After the rapture of the man by the armed thug, most of the people waiting to buy permits fled the area. Within an hour, some came back and waited for their turn to get a permit. Because there are usually so many people in line for permits, the Forest Service uses a “lottery” system where they take everyone’s information and randomly pick 50 people to grant permits to. Typically 150 people show up to get permits. On Wednesday, there were roughly twenty. In spite of the small crowd of people, the Forest Service stuck to their system. One by one each group went inside, showed a US picture ID, filled out a form, and forked over $150. After everyone had done this, everyone got a permit and left. The permits are good for two months or a limit of 3,000 lbs of salal.
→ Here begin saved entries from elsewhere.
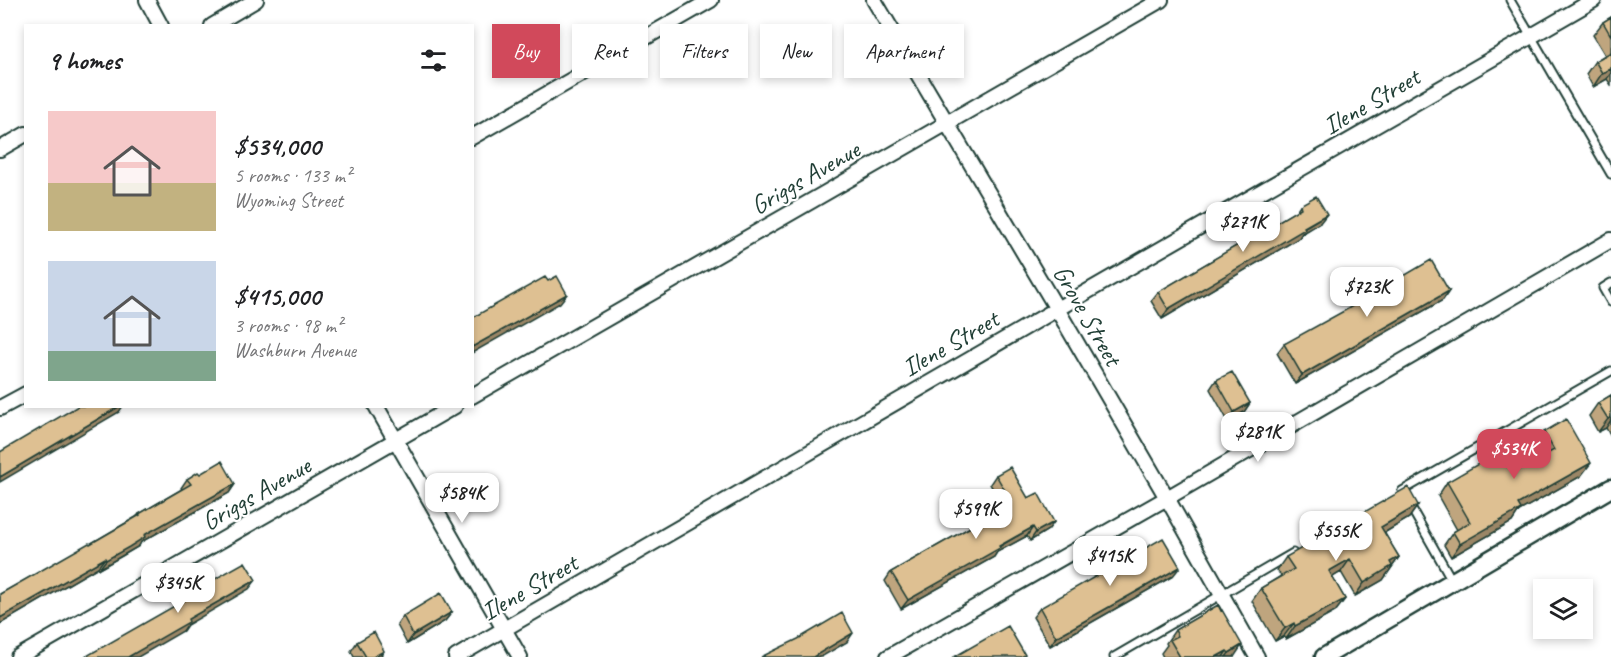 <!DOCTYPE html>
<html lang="en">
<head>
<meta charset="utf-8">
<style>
  :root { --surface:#fff; --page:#f6f6f6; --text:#202124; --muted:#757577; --accent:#d1495b }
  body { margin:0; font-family:Caveat,sans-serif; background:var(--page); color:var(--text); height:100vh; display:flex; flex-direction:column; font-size:22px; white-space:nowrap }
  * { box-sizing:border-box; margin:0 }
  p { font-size:20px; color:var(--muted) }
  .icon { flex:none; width:33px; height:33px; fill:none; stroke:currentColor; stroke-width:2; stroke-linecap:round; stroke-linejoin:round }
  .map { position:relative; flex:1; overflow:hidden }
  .details { position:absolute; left:24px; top:24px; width:450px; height:384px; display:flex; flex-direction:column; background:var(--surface); border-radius:0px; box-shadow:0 3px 9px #0003 }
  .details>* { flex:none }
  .hud { position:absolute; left:492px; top:24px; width:570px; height:54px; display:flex; gap:12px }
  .fabs { position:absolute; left:1533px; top:579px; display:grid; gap:12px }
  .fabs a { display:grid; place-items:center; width:60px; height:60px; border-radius:0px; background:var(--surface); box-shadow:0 3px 9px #0003; font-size:30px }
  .price { position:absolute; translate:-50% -51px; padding:0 14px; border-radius:12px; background:#fff; color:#222; font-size:20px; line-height:39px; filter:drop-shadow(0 2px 3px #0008) }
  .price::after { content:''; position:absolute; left:50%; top:36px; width:18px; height:14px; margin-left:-9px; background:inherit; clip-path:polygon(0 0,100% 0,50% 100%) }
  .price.active { background:var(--accent); color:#fff }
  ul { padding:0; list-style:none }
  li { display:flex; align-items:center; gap:18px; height:150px; padding:0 24px }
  li span { display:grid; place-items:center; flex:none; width:168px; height:120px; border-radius:0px; color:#555 }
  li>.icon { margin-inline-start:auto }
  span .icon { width:72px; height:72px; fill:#fffc; stroke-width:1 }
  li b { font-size:26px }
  h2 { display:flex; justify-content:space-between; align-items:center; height:72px; padding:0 24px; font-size:26px }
  .chip { padding:0 21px; border-radius:0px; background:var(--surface); box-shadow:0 3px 9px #0003; font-size:21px; line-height:54px }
  .chip.active { background:var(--accent); color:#fff }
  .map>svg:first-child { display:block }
</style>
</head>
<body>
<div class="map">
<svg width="1611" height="657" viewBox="0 0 1611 657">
  <rect width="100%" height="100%" fill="#fff"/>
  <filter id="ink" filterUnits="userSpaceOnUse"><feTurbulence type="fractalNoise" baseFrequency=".0167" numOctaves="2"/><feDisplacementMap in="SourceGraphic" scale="12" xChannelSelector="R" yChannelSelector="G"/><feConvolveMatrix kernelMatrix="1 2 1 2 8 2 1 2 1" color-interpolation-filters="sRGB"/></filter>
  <g filter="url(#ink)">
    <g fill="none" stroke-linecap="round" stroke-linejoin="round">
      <g stroke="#1f3d34" stroke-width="11">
        <path id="service" d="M1510,0l101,174
          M1611,283l-8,5 8,14
          M1402,491l209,-120
          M1410,506l43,76
          M1114,657l179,-104"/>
      </g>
      <g stroke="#1f3d34" stroke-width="18">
        <path id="minor" d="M147,0l14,26
          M874,0l183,309 110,189 90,159
          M212,26l44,-26
          M472,137l239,-137
          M0,149l26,-15
          M472,396l689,-396
          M376,406l144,251
          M0,408l26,-14
          M18,657l437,-251
          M456,657l601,-348 537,-309
          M888,657l279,-159 444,-258"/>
      </g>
      <g stroke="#1f3d34" stroke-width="21">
        <path id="tertiary" d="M1324,657l287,-169"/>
      </g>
      <use href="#service" stroke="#fff" stroke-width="7"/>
      <use href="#minor" stroke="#fff" stroke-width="14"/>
      <use href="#tertiary" stroke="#fff" stroke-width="16"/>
    </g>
    <path fill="#bfa57e" stroke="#1f3d34" stroke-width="1.5" d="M1611,17v68l-4,-6 -14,8 -7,-13 9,-13 10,-6 -12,-20 10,-13z
      M1300,205l20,18 -18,11 -3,4 -137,81 -11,-18 7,-9 138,-81z
      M1449,291l-6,9 -148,84 -18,-31 7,-9z
      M1216,380l34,23 -6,9 -16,9 -18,-32z
      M1611,395v42l-5,-9 -8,4 -9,-16 9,-13z
      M1544,432l37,44 -62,35 -7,11 -61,35 -7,-12 9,-13 4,-2 -19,-34 9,-14 84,-19 10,-6 -7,-12z
      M200,474l35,10 -6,9 -88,49 -2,4 -17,10 -23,13 -1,-2 -98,57v-30l90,-50 46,-27 3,-3 43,-25 -1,-1 6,-9z
      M996,475l32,23 26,24 -6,8 -18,11 -3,-5 -30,16 -3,5 -93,52 -16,-28 6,-9 97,-55 3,-4 12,-7 -13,-22z
      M1418,505l-9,13 -25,15 15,24 -16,23 -28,16 -14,-24 -9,5 13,22 -10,13 -49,27 -2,-3 -9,5 -23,-40 9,-13 20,-12 -4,-6 9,-13z
      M1173,576l-123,70 -17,-29 7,-9z
      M1218,605l16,52h-71l-2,-4 6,-8 -1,-2 9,-13z
      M452,612l-7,9 -38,23 -10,-19 6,-9z
      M357,642l23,15h-26l-3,-6z"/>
    <path fill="#9b8666" stroke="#1f3d34" stroke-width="1.5" d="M1611,69v4l-4,6 -14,8 9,-14z
      M1327,214l-7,9 -18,10 -3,5 -137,81 6,-10z
      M1449,291l-6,9 -148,84 7,-9z
      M567,294l-7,9 -88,50v-6z
      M1250,403l-6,9 -16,9 6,-9z
      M120,406h3l-4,6 -119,70v-5z
      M1611,417v3l-5,8 -8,4 10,-13z
      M1591,463l-10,13 -62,35 -7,11 -61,35 9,-13 58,-40z
      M235,484l-6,9 -88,49 -2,4 -40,23 7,-9 38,-25z
      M1418,505l-9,13 -37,22 9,-13z
      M1054,522l-6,8 -18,11 6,-9z
      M1033,527l-6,9 -30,16 -3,5 -93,52 7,-9z
      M1399,557l-16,23 -28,16 9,-13 26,-21z
      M105,558l-7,9 -98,57v-6z
      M1350,559l-9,13 -21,13 9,-14z
      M1180,567l-7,9 -123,70 6,-9z
      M256,580l-7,9 -62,36 -4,6 -45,26h-10l60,-38z
      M1345,599l-10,13 -49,27 9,-13z
      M452,612l-7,9 -38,23 6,-9z
      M1294,623l-10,13 -9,5 10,-13z
      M853,633l-6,9 -26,15h-9z
      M1242,645l-8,12h-8l3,-4z
      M384,651l-4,6h-7z
      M1227,651l-4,6h-7z"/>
    <path fill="#dec092" stroke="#1f3d34" stroke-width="1.5" d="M1611,17v19l-8,-14z
      M1611,52v17l-9,4 -7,-12z
      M1316,196l11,18 -23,13 1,2 -137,80 -10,-17 143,-84 -1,-3z
      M1431,260l18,31 -147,84 -18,-31 60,-33z
      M557,276l10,18 -95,53v-29l73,-41 3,4z
      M1232,372l18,31 -16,9 -18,-32z
      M1611,395v22l-3,2 -10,-16z
      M78,406h42l-120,71v-25z
      M1566,419l25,44 -73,41 3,5 -61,35 -7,-12 17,-10 -23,-40 71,-41 13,22 23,-13 -10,-18z
      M222,461l13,23 -91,51 1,2 -16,10 -23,13 -1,-2 -105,60v-24l89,-51 1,1 50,-29 -1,-1 52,-30 -4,-5 11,-7 2,2z
      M1010,467l18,31 10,-5 16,29 -18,10 -3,-5 -34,19 1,2 -92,52 -17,-28 101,-57 -1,-2 20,-12 -15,-26z
      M1408,487l10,18 -37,22 18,30 -9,5 2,4 -28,17 -14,-24 -21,12 16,28 -50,27 -1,-3 -9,5 -24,-40 33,-19 -8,-12z
      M1163,538l17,29 -124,70 -16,-29z
      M245,562l11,18 -68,39 1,3 -61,35h-43l100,-57 -2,-3z
      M441,593l11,19 -39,23 -10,-19z
      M1218,605l3,6 1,-1 20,35 -13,8 -2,-2 -11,6h-36l-10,-17 8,-4 -3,-6z
      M842,613l11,20 -40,24h-52l37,-18z
      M1008,626l17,29 -4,2h-67z
      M374,632l10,19 -11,6h-7l-9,-15z"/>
  </g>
  <g text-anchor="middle" stroke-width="4.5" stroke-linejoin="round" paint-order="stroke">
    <g font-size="26" fill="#1f3d34" stroke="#fff">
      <text transform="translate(1371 101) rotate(-30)" y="9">Ilene Street</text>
      <text transform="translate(805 177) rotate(-30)" y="9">Griggs Avenue</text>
      <text transform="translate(1088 315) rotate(60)" y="9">Grove Street</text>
      <text transform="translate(950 343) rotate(-30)" y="9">Ilene Street</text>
      <text transform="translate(256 493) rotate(-30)" y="9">Griggs Avenue</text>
      <text transform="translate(529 587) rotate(-30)" y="9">Ilene Street</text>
    </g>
  </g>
</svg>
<div class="fabs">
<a><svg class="icon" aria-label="layers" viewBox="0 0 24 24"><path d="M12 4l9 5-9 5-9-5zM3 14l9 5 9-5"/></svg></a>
</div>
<b class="price" style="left:1243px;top:253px">$271K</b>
<b class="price" style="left:1367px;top:318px">$723K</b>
<b class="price" style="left:1258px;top:463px">$281K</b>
<b class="price active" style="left:1514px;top:480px">$534K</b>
<b class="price" style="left:462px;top:524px">$584K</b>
<b class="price" style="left:976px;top:540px">$599K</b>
<b class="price" style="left:1336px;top:562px">$555K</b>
<b class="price" style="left:1110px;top:587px">$415K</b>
<b class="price" style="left:178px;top:614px">$345K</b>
<div class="hud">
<a class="chip active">Buy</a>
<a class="chip">Rent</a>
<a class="chip">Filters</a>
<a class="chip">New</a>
<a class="chip">Apartment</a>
</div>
<section class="details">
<h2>9 homes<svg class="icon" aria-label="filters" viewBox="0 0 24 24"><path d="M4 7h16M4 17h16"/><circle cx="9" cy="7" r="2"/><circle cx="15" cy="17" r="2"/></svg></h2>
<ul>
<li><span style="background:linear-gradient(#f6c9c9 60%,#c2b280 0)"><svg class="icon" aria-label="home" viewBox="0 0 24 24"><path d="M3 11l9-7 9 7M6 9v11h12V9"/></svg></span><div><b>$534,000</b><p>5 rooms · 133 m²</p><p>Wyoming Street</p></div></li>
<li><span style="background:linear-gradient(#c9d6e8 75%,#7fa58c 0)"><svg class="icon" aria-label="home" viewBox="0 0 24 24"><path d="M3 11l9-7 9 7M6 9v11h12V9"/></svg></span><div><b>$415,000</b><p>3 rooms · 98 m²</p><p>Washburn Avenue</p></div></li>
</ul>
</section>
</div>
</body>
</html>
Although Forest Service officers claimed they did not go out of their way to assist ICE, there have been many discrepancies surrounding this statement. Members of the immigrant community have said that the information collected by the Forest Service (including license plate numbers and identification for all applicants) was used to locate people in recent raids. Two weeks after the September issuing of permits two vans of brush pickers, all with Forest Service granted permits, were detained on their way back from work by ICE officials. Also, those who went in solidarity learned that after the November 19th permit issuing, the same unidentified immigration agent followed a van of Guatemalan immigrants and there was a car accident. One woman is reportedly in the hospital.
Through conversations with immigrant workers and other allies, the group of people who went to Quilcine learned of a dangerous problem becoming more common: smaller scale employers and documented immigrant employers hiring undocumented people to do heavy physical labor, and then avoiding paying them by either threatening to call ICE and snitch, or calling ICE and telling them to start running. One man remembered doing a week of intense labor, expected to receive compensation, and then was told by his employer that immigration agents were on their way. Cashing in on a very tangible fear sweeping the targeted immigrant community provides free, expendable labor for employers. In the name of profit, greedy monsters are helping the Department of Homeland Security do its violent work.

The next permit issuing is scheduled for January 21st, the summoning date on each permit granted in November. A supportive, non-intimidating presence can provide some level of protection for our targeted sisters and brothers as long as we respect their autonomy, make no assumptions about our role as allies, do not impose our help, and maintain good communication (on their terms) throughout this struggle. Bringing cameras to focus on ICE agents (should they show up) is a good idea, keeping in mind the importance of not compromising the safety of our hunted-down comrades. As privileged, documented citizens, we must take personal stakes in tearing these monsters and their institutions to the ground.